Sempre più spesso le persone si rivolgono all’aiuto psicologico perché devono subire il maltrattamento nel lavoro. Arrivano esaurite e non ce la fanno più a sopportare i cambiamenti inferti nelle mansioni o nel ruolo; provano un carico psicofisico eccessivo; i sintomi che li preoccupano sono spesso l’insonnia, gli attacchi di ansia, sentirsi sopraffatti dalla paura, dalla rabbia o dalla disperazione.
Oggi, come può accadere ciò?
I progressi della conoscenza, dello sviluppo tecnologico, la maggiore educazione, le leggi e i diritti acquisiti, i valori fondanti di uguaglianza, libertà, giustizia, non bastano a garantire relazioni lavorative umane e dignitose? Perché si arriva a soffrire psicologicamente nel contesto lavorativo, nel quale si trascorre una parte significativa della vita?
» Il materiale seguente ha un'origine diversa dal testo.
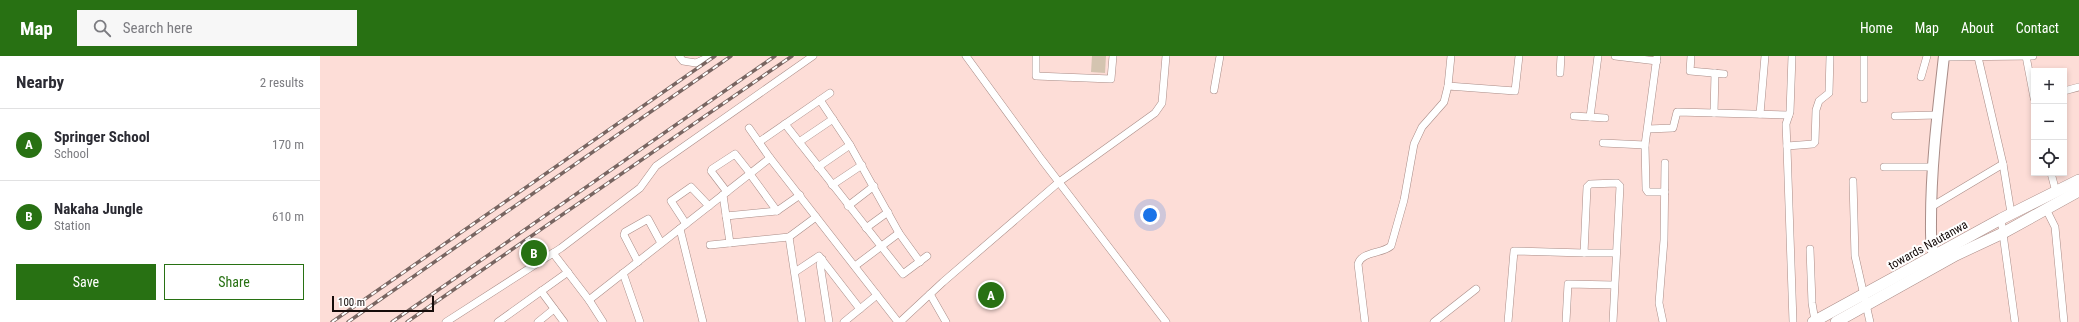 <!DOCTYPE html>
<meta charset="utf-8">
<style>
:root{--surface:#fff;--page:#f7f7f7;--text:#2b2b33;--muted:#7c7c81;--line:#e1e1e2;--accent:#287113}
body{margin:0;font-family:"Roboto Condensed",sans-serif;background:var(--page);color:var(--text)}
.controls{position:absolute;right:12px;top:12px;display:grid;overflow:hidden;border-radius:0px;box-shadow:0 2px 6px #0003}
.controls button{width:36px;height:36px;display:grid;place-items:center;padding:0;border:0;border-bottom:1px solid var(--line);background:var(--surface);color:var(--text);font:20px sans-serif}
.scale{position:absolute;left:12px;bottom:10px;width:102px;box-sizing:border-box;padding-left:4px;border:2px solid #150b09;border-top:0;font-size:11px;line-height:14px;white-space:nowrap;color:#150b09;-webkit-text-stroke:3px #fff;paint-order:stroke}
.you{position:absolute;left:830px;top:159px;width:14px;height:14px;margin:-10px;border:3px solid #fff;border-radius:50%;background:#1a73e8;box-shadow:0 0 0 6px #1a73e833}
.badge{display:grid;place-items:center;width:26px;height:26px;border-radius:50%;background:var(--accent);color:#fff;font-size:13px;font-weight:700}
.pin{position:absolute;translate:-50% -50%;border:2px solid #fff;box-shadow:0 1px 4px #0006}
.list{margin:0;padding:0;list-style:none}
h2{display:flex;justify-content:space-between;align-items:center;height:52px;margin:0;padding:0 16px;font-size:17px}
h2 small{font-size:13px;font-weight:400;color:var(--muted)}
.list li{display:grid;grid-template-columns:26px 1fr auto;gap:12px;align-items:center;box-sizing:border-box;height:72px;padding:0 16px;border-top:1px solid var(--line)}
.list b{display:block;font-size:15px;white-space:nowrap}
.list p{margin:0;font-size:13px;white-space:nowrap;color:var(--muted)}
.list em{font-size:13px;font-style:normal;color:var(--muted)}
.actions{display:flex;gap:8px;padding:12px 16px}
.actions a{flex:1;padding:9px 0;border:1px solid var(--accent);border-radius:0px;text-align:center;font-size:14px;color:var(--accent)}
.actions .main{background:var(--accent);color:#fff}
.icon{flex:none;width:22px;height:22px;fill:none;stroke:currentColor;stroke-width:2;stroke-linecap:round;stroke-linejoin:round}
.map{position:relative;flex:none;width:1759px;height:266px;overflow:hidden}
header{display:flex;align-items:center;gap:24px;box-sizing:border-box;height:56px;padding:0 20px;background:var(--accent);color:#fff}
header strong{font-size:19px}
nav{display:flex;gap:22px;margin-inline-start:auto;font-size:14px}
.search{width:280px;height:36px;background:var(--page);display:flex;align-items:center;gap:10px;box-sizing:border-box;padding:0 14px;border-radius:0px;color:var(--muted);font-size:15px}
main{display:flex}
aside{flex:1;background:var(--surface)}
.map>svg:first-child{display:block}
.green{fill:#d4c4b0}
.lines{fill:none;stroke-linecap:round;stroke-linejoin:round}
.street-casing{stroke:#a98c87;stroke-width:8}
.secondary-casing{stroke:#a98c87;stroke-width:12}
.primary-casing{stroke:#a98c87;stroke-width:12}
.street{stroke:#fff;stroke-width:7}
.secondary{stroke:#fff;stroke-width:10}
.primary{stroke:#fff;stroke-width:11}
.rail-casing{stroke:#786561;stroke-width:3.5}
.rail{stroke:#fff;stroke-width:2;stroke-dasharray:6;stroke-linecap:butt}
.labels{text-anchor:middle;stroke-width:4;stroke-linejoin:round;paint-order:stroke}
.street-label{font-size:12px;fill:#150b09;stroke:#fff}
</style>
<header>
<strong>Map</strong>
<div class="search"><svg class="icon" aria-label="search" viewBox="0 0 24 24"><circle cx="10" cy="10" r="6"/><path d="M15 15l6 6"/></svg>Search here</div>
<nav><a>Home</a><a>Map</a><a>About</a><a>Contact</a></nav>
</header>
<main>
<aside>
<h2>Nearby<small>2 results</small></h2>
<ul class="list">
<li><span class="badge">A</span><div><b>Springer School</b><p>School</p></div><em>170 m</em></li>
<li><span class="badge">B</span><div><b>Nakaha Jungle</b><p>Station</p></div><em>610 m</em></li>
</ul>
<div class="actions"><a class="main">Save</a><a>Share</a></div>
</aside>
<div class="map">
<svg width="1759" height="266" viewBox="0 0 1759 266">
<rect width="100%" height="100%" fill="#fdddd7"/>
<polygon class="green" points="772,0 786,0 785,17 771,16"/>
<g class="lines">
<g class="street-casing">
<g id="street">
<polyline points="359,0 363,5 376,7 391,0"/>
<polyline points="646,0 722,104 846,266"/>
<polyline points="716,0 716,20 791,23 793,0"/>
<polyline points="1295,0 1337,5"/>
<polyline points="1337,0 1325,89 1326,133 1328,136 1345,136"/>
<polyline points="1371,0 1370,15 1404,18"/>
<polyline points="1472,0 1470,56 1466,68 1467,92 1473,266"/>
<polyline points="1544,0 1544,43"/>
<polyline points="1706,0 1714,42"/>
<polyline points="1624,1 1713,0"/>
<polyline points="1658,1 1683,108 1691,157"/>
<polyline points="1240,17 1241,0"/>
<polyline points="1601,21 1607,0"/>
<polyline points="1128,30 1131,0"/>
<polyline points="894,34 900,0"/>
<polyline points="1744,35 1759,31"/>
<polyline points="500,44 530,89 579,177"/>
<polyline points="1394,57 1395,17"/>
<polyline points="1440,58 1445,0"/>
<polyline points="1254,60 1285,62"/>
<polyline points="1575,60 1618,59"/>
<polyline points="1270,61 1278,0"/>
<polyline points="465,68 583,218 607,200"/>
<polyline points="429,72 450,102"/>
<polyline points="1328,73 1353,72 1357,56 1469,59"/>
<polyline points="439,86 510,37"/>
<polyline points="479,86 513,63"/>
<polyline points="1283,87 1325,89"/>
<polyline points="1467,90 1493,88 1495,86 1496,54 1499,45 1509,37 1510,0"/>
<polyline points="498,111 530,89"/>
<polyline points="1564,111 1612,111"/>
<polyline points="1731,117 1736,136"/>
<polyline points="430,118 457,155"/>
<polyline points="1533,125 1535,200 1550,266"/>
<polyline points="512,129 542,109"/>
<polyline points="407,136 391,115 392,113 415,98 430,117"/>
<polyline points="403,139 410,187"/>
<polyline points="528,150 554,130"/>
<polyline points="1611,151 1683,108"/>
<polyline points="1726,153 1735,171 1744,266"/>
<polyline points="406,160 457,155 480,139"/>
<polyline points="1681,163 1695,266"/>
<polyline points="366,168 351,145 371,131 389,150"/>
<polyline points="546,172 568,156"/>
<polyline points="360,173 383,266"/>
<polyline points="469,181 482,266"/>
<polyline points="390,189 469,181 496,161"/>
<polyline points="1490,193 1492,247 1495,265"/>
<polyline points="233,197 269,244 283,266"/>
<polyline points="502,203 500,208 509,266"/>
<polyline points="318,206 304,179 305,176 328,163 341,187"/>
<polyline points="535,210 579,177 600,206"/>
<polyline points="475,216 499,200 540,253"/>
<polyline points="303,217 320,266"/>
<polyline points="221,235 244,266"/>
<polyline points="610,238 626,266"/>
<polyline points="269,244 450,102 578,266"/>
<polyline points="126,266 241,192 320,132 336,110 493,0"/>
<polyline points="178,266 248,216"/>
<polyline points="218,266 234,253"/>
<polyline points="524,266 557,239"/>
<polyline points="580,266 623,226 739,126 835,57 842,47 846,0"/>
<path d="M1045,266L1038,208C1042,195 1062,198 1071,190L1084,144L1094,88L1102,71L1124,46L1128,30L1195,35L1199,0"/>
<polyline points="1114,266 1156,233"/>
<polyline points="1188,266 1194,195 1264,197"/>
<polyline points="1246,266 1248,228 1294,229"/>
<polyline points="1293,266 1300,130 1297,127 1270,128 1267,131 1264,197 1296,197"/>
<polyline points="1343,266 1339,247 1344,184 1345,107"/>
</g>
</g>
<g class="secondary-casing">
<path id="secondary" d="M1617,206C1610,193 1611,177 1611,164C1611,109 1618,54 1624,0"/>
</g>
<g class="primary-casing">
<g id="primary">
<polyline points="1493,266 1681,163 1759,124"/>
<polyline points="1516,266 1636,199 1683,177 1759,135"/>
</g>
</g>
<use href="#street" class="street"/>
<use href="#secondary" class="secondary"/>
<use href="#primary" class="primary"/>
<g class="rail-casing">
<g id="rail">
<polyline points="12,266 395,0"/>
<polyline points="28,266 411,0"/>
<polyline points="72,266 455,0"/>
<polyline points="87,266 472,0"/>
</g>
</g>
<use href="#rail" class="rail"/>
</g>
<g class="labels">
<g class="street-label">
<text transform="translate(1608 189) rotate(-29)" y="4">towards Nautanwa</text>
</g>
</g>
</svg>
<div class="controls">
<button>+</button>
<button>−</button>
<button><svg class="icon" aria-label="locate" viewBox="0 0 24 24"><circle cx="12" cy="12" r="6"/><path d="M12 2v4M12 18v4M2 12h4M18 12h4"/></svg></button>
</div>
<div class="scale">100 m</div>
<div class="you"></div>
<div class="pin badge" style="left:671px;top:239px">A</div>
<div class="pin badge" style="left:214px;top:197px">B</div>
</div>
</main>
La Psicologia della Gestalt, che osserva come i cambiamenti sociali sviluppino specifiche manifestazioni di sofferenze psichiche, riconosce nella perdita del senso del tempo e dell’ appartenenza (quel sentirsi parte di qualcosa di più grande di noi stessi )la perdita di ciò che ci rende umani: l’empatia. Quel sentire da dentro ciò che prova l’altro e reagire; come se quello che accade all’altro succedesse a me.
Nel vivere di corsa e votati al fare per essere qualcuno si è stressati, non c’è tempo per ascoltarsi, né ascoltare e lasciarsi toccare emotivamente; così l’uomo finisce per relazionarsi con freddezza e distanza emotiva sia nei confronti sia di se stesso, sia dell’altro.
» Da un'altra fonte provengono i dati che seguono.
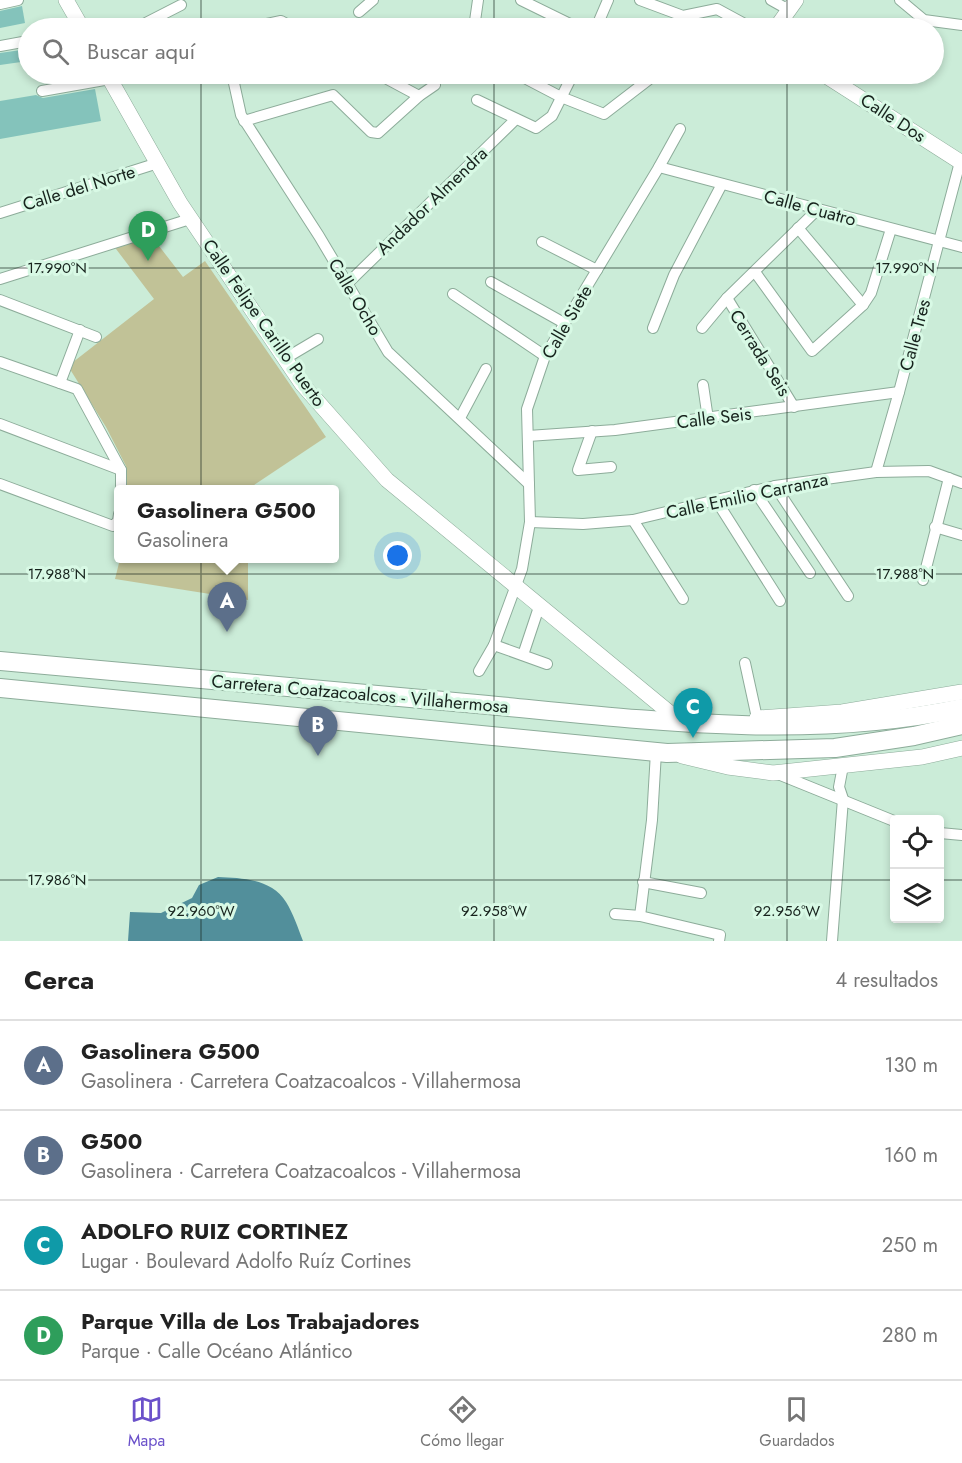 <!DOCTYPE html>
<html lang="es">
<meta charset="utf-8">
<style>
:root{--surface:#fff;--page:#f2f2f2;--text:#222;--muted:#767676;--line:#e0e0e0;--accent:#6b51ca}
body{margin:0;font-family:Jost,sans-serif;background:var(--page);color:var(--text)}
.controls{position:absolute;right:18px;bottom:18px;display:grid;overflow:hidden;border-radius:6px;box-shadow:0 3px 9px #0003}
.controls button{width:54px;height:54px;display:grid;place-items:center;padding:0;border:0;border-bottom:2px solid var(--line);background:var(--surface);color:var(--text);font:30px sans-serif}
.you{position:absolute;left:398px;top:556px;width:21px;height:21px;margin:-15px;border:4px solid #fff;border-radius:50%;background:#1a73e8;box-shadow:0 0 0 9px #1a73e833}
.badge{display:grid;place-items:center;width:39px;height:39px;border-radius:50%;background:var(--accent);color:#fff;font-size:20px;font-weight:700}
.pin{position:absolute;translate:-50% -50px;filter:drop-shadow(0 2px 3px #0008)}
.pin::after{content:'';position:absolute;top:32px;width:21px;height:18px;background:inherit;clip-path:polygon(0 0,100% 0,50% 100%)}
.popup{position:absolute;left:114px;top:485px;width:225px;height:78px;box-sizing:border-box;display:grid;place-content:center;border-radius:6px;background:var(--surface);filter:drop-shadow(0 2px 4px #0005);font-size:20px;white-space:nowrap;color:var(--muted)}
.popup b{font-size:22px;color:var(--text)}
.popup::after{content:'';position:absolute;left:50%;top:100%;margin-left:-12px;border:12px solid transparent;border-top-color:var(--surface)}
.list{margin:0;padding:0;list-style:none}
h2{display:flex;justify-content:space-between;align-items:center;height:78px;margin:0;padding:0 24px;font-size:26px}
h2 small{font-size:20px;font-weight:400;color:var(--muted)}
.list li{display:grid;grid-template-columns:39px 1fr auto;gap:18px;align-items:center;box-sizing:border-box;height:90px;padding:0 24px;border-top:2px solid var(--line)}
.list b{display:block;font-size:22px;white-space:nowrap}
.list p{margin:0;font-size:20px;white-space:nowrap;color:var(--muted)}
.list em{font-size:20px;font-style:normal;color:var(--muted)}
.icon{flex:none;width:33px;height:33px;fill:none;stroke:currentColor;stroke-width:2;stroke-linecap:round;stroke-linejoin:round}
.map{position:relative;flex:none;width:962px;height:941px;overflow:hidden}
.search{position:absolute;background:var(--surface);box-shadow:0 3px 9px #0003;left:18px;right:18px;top:18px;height:66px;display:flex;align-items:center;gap:15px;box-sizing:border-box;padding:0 21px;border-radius:33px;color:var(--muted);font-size:22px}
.sheet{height:438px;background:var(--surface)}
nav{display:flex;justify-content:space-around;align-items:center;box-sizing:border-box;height:84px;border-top:2px solid var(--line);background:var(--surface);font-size:16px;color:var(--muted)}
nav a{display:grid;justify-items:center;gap:3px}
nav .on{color:var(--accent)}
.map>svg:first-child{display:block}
.green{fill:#c1c297}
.water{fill:#528f9b}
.building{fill:#84c3bb}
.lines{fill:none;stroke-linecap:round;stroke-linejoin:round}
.street-casing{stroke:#8dac9a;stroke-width:12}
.secondary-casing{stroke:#8dac9a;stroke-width:16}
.highway-casing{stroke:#8dac9a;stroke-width:20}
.street{stroke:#fff;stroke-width:10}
.secondary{stroke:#fff;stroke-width:15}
.highway{stroke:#fff;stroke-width:18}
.ticks{fill:none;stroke:#17231d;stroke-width:1.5;stroke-opacity:0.45}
.labels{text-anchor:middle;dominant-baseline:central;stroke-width:6;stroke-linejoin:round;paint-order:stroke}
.street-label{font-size:18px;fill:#17231d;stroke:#d8f9e5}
.ticks-label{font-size:15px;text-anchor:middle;fill:#17231d;stroke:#d8f9e5;stroke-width:6;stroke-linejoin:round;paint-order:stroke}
</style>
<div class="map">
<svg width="962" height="941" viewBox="0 0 962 941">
<rect width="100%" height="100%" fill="#cbecd8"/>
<g class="green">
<polygon points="149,233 183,277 205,261 326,437 248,489 127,489 126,466 106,427 68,366 154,299 113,245"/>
<polygon points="120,559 248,559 248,600 115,579"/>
</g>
<path class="water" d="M218,877c24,1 54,2 68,25 7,11 12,26 17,39h-175l2,-29 31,1 31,-15 7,-13z"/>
<g class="building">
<polygon points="22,6 25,23 0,28 0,11"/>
<polygon points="62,20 63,28 33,28 33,24"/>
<polygon points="28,49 28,61 0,65 0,53"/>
<polygon points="58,74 97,74 46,83 44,76"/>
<polygon points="95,89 101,121 0,139 0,101 36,95 43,98"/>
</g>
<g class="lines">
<g class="street-casing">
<g id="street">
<polyline points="521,0 578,28"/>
<polyline points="640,0 683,16 717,9 752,28"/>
<polyline points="771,0 789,10"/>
<polyline points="900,0 924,20 962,25"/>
<polyline points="0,4 18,0"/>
<polyline points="359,12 373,0"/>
<polyline points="136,28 181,5"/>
<polyline points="247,28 281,21 294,28"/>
<polyline points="474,28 478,0"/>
<polyline points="596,28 608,0"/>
<polyline points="879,28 880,27"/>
<polyline points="0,46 28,41"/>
<polyline points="232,74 241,115 319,236 388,352 529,484"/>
<polyline points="378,74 419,96"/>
<polyline points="517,74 561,97 604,114 656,74"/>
<polyline points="841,85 848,74"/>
<polyline points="42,91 110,79"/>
<polyline points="477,100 536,128 552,116 573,74"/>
<polyline points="244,121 333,95 371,132 378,133 419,96 435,85"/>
<polyline points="659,167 962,247"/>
<polyline points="0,213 158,163"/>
<polyline points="798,228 863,305"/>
<polyline points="542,242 597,270"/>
<polyline points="755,272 812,351 863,305 871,293 891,229"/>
<polyline points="0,279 190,219"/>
<polyline points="491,282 564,323"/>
<polyline points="348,283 516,119"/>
<polyline points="453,294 545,356"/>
<polyline points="727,298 794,407"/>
<polyline points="0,300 96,337"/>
<polyline points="653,328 674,275 722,184"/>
<polyline points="702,328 727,298 817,210"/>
<polyline points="286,358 318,339"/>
<polyline points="0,362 77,389 121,470 121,490"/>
<polyline points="60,383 80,330"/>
<polyline points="703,385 708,419"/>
<polyline points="460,418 486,369"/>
<polyline points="0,424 121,470"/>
<polyline points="592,431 578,470 611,467"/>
<polyline points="528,436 615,430 899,392"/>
<polyline points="876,472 899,392 960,162"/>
<polyline points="0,484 113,526 118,521 119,514"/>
<polyline points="775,486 848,596"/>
<polyline points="754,490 810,573"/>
<polyline points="716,500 780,601"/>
<polyline points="633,520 683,599"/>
<polyline points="530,522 583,524 633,520 775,486 876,472 929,471 962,483"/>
<polyline points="935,527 962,535"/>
<polyline points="923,580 949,478"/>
<polyline points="494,645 547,664"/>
<polyline points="523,655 540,604"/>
<polyline points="745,663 757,718"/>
<polyline points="479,671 494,645 522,569 530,522 527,409 545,356 659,167 680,129"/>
<polyline points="778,774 894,821"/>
<polyline points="940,833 962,835"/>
<polyline points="643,882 701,893"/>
<polyline points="615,914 640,916 720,935 719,941"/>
<polyline points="640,916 652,820 656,752"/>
<polyline points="832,941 843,799 839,787 843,766"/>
</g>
</g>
<g class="secondary-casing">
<g id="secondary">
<polyline points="66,0 82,28"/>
<polyline points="776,28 796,0"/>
<polyline points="107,74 180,203 302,384 387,480 682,723"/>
<polyline points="823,74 962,163"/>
<polyline points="757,718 842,712 962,692"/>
<polyline points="682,756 728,767 773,773 922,757 962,748"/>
</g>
</g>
<g class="highway-casing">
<g id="highway">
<path d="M0,661c163,15 326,30 488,44 157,15 318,36 474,3"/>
<polyline points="0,688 667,753 835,748 914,736 962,725"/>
</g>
</g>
<use href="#street" class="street"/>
<use href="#secondary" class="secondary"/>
<use href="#highway" class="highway"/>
</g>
<path class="ticks" d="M201,0v28M494,0v28M787,0v28M201,74v867M494,74v867M787,74v867M0,268h962M0,574h962M0,880h894M940,880h22"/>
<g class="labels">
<g class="street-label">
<text transform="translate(893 118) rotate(33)">Calle Dos</text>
<text transform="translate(79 188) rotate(-17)">Calle del Norte</text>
<text transform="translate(432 201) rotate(-44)">Andador Almendra</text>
<text transform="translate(810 208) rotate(15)">Calle Cuatro</text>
<text transform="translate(355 297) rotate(59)">Calle Ocho</text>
<text transform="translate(567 322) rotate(-60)">Calle Siete</text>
<text transform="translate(264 323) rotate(55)">Calle Felipe Carillo Puerto</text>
<text transform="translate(915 335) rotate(-75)">Calle Tres</text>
<text transform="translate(760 353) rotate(58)">Cerrada Seis</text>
<text transform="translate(714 418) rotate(-7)">Calle Seis</text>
<text transform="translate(747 496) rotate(-12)">Calle Emilio Carranza</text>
<text transform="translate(360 694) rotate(5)">Carretera Coatzacoalcos - Villahermosa</text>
</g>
</g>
<g class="ticks-label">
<text x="57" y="273">17.990°N</text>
<text x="905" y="273">17.990°N</text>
<text x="57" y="579">17.988°N</text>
<text x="905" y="579">17.988°N</text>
<text x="57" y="885">17.986°N</text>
<text x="201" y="916">92.960°W</text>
<text x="494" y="916">92.958°W</text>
<text x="787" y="916">92.956°W</text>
</g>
</svg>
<div class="controls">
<button><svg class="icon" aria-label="locate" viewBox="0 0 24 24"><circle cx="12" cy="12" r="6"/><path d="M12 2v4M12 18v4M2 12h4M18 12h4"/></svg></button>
<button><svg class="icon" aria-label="layers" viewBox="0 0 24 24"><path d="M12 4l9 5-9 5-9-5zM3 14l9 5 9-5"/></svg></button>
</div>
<div class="you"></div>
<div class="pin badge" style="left:227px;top:632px;background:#5c6f8a">A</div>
<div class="popup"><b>Gasolinera G500</b>Gasolinera</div>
<div class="pin badge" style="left:318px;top:756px;background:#5c6f8a">B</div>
<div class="pin badge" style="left:693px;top:738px;background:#0f9aa8">C</div>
<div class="pin badge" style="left:148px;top:261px;background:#2e9e5b">D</div>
<div class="search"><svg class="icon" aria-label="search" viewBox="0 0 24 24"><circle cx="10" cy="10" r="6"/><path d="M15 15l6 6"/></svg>Buscar aquí</div>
</div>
<section class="sheet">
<h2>Cerca<small>4 resultados</small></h2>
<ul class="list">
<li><span class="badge" style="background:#5c6f8a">A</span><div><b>Gasolinera G500</b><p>Gasolinera · Carretera Coatzacoalcos - Villahermosa</p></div><em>130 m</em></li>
<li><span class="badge" style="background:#5c6f8a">B</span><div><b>G500</b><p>Gasolinera · Carretera Coatzacoalcos - Villahermosa</p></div><em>160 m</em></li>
<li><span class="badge" style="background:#0f9aa8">C</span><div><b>ADOLFO RUIZ CORTINEZ</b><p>Lugar · Boulevard Adolfo Ruíz Cortines</p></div><em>250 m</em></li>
<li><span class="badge" style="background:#2e9e5b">D</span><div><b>Parque Villa de Los Trabajadores</b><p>Parque · Calle Océano Atlántico</p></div><em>280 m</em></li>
</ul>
</section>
<nav>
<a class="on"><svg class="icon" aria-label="map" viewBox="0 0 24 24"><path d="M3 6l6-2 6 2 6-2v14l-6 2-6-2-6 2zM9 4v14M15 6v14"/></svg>Mapa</a>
<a><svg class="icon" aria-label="directions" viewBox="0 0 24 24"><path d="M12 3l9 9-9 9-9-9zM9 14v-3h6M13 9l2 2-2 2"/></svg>Cómo llegar</a>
<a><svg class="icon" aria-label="saved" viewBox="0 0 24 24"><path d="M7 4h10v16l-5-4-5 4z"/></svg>Guardados</a>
</nav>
Se recuperassimo l’ascolto del corpo, come unità che è sempre in relazione con tutto ciò che lo circonda, nei contesti lavorativi, non solo inizieremmo ad aver cura del proprio benessere, bensì diverremmo consapevoli che noi stessi influiamo nelle relazioni con i nostri atteggiamenti. Se l’ambiente lavorativo è “malato”, diviene ancor più essenziale imparare ad aver cura di se stessi per non diventare vittime, né carnefici.
Infatti, si può affermare che chi si mette in gioco per dedicare del tempo all’ascolto del proprio malessere attraverso un sostegno psicoterapeutico, riesce a individuare gli atteggiamenti che ha per stressarsi da solo, scopre che nessun ambiente “malato” riesce a scalfire la propria forza vitale e la propria autostima. Inoltre, nei contesti insensibili, inizia ad accogliere l’aridità di chi ha perduto o ha soppresso la propria umanità. A maggior benessere personale può derivarne maggior apertura e disponibilità verso gli altri.
Tale concezione supera la visione individualistica dei nostri tempi e ci invita a sentirci parte attiva e costitutiva sia del malessere, sia del benessere sociale.